First normal form

Property of a relation in a relational database From Wikipedia, the free encyclopedia

First normal form (1NF) is a property of a relation in a relational database. A relation is in first normal form when no attribute domain has relations as elements.[1] Or in SQL terminology, when no table column can have tables as values. The purpose of 1NF is to make the data model more flexible, to simplify the relational algebra and query language, and to enable further normalization levels which reduce redundancy and anomalies.[2] Standard SQL does not support creating or using table-valued columns, which means most relational databases will be in first normal form by necessity. Normalization to 1NF is the process of eliminating nested data records and instead representing relationships between relations through foreign keys[3]. This in contrast to hierarchical databases and document databases where complex data structures are represented as nested records. Such database systems are sometimes called NoSQL systems.

Overview

In a hierarchical database, a record can contain sets of child records ― known as repeating groups or table-valued attributes. If such a data model is represented as relations, a repeating group would be an attribute where the value is itself a relation. First normal form eliminates nested relations by turning them into separate "top-level" relations associated with the parent row through foreign keys rather than through direct containment.[4]
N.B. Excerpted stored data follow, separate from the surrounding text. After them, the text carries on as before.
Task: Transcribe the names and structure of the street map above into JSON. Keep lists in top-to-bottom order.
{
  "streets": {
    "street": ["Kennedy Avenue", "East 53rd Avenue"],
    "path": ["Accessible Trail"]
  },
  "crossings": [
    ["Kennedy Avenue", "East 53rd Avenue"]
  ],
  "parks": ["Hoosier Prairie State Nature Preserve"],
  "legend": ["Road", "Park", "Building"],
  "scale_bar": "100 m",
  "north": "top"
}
The purpose of this normalization is to increase flexibility and data independence, and to simplify the data language.[5] It also opens the door to further normalization, which eliminates redundancy and anomalies.[6]

Most relational database management systems do not support nested records, so tables are in first normal form by default. In particular, SQL does not have any facilities for creating or exploiting nested tables. Normalization to first normal form would therefore be a necessary step when moving data from a hierarchical database to a relational database.

Definition

A relation is in first normal form when no attribute domain has relations as elements.[7]

In a relation, each attribute has a domain which is the set of possible values. (For example the set of integers in a given range.) But a domain can be any set, hence it might also contain relations as elements.

A tuple contains exactly one element from the attribute domain per attribute, but if the domain contains relations, this value would be a relation which in turn may contain multiple tuples and attributes.

A domain which contains relations is called a nonsimple domain, while a domain which does not contain relations is called a simple domain. The term repeating group is analogous to a nonsimple domain.[8] Normalization to 1NF is thus a process of eliminating nonsimple domains from all relations.

E. F. Codd uses the terms atomic and nondecomposable for elements of simple domains[9]. Thus an atomic value is any value which is not a relation. Such values cannot be decomposed using just relational algebra operators like selection or projection.

Rationale

The rationale for normalizing to 1NF:[10]

  • Allows presenting, storing and interchanging relational data in the form of regular two-dimensional arrays. Supporting nested relations would require more complex data structures.
  • Simplifies the data language, since any data item can be identified just by relation name, attribute name and key. Supporting nested relations would require a more complex language with support for hierarchical data paths in order to address nested data items.
  • Representing relationships using foreign keys is more flexible, where a hierarchical model only can represent one-to many relationships.
  • Since locating data items is not directly coupled to the parent-child hierarchy, the database is more resilient to structural changes over time.
  • Makes further normalization levels possible which eliminate data redundancy and anomalies.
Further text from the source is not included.